In a statement issued Monday to The Associated Press, an attorney for Amanda Berry and Gina DeJesus said they will work with the Post's Mary Jordan, a Cleveland native, and her husband and fellow reporter, Kevin Sullivan. No meetings with publishers have been scheduled, although interest would likely be based on the popularity of another kidnapping survivor's memoir, Jaycee Dugard's "A Stolen Life."
Negotiations for the book will be handled by Washington-based attorney Robert Barnett, whose clients have included President Barack Obama and Amanda Knox.
"Many have told, and continue to tell, this story in ways that are both inaccurate and beyond the control of these young women," said James Wooley, the attorney for Berry and DeJesus. "Our clients have a strong desire for privacy, but it is a reality that confronts them every day. Gina, Amanda and their families have decided to take control and are now interested in telling the story of what happened to them."
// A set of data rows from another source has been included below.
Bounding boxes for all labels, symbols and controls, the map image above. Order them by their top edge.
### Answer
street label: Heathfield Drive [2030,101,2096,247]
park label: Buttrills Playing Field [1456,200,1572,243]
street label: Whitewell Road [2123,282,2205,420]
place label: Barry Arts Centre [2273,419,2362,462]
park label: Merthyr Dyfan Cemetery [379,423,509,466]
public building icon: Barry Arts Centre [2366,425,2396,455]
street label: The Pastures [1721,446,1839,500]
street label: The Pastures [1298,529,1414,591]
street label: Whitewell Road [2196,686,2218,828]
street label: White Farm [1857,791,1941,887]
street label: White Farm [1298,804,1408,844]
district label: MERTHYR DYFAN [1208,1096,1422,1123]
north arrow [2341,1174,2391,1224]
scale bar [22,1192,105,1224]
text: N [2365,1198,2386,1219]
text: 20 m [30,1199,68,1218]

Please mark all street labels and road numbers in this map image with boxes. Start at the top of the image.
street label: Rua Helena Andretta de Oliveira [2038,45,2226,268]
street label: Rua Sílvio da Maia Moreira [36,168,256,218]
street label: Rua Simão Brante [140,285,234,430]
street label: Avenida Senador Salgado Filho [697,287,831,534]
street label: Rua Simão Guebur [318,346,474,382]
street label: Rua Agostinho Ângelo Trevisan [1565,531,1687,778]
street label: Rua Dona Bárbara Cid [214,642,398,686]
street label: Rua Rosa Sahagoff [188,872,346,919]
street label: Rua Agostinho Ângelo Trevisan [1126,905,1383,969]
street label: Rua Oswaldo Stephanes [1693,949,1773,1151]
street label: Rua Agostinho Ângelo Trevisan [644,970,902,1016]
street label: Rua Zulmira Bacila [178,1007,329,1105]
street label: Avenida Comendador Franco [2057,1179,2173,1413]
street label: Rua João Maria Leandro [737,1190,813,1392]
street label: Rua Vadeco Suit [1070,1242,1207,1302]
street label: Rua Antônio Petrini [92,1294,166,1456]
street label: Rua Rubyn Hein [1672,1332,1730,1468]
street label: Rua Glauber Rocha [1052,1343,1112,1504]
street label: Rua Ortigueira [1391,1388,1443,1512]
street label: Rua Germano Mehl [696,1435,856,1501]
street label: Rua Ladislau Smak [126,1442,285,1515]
Wooley said in his statement that he had known Jordan for years and contacted her about the project. Jordan told the AP during a recent interview that she was drawn to the "resilience" of Berry and DeJesus and was eager to help them tell an "amazing story of overcoming adversity." In 2003, she and Sullivan won a Pulitzer for their series about the Mexican criminal justice system.
Berry, DeJesus and Michelle Knight were all 20 or younger when they were kidnapped between 2002 and 2004 by Ariel Castro, a former school bus driver. They were rescued from Castro's house on May 6 when Berry broke through a screen door and called 911. Investigators said the women were bound, repeatedly raped and deprived of food and bathroom facilities.
Castro was sentenced Aug. 1 to life in prison plus 1,000 years after pleading guilty to 937 counts, including kidnapping and rape, in a deal to avoid the death penalty. He hanged himself in his cell in September.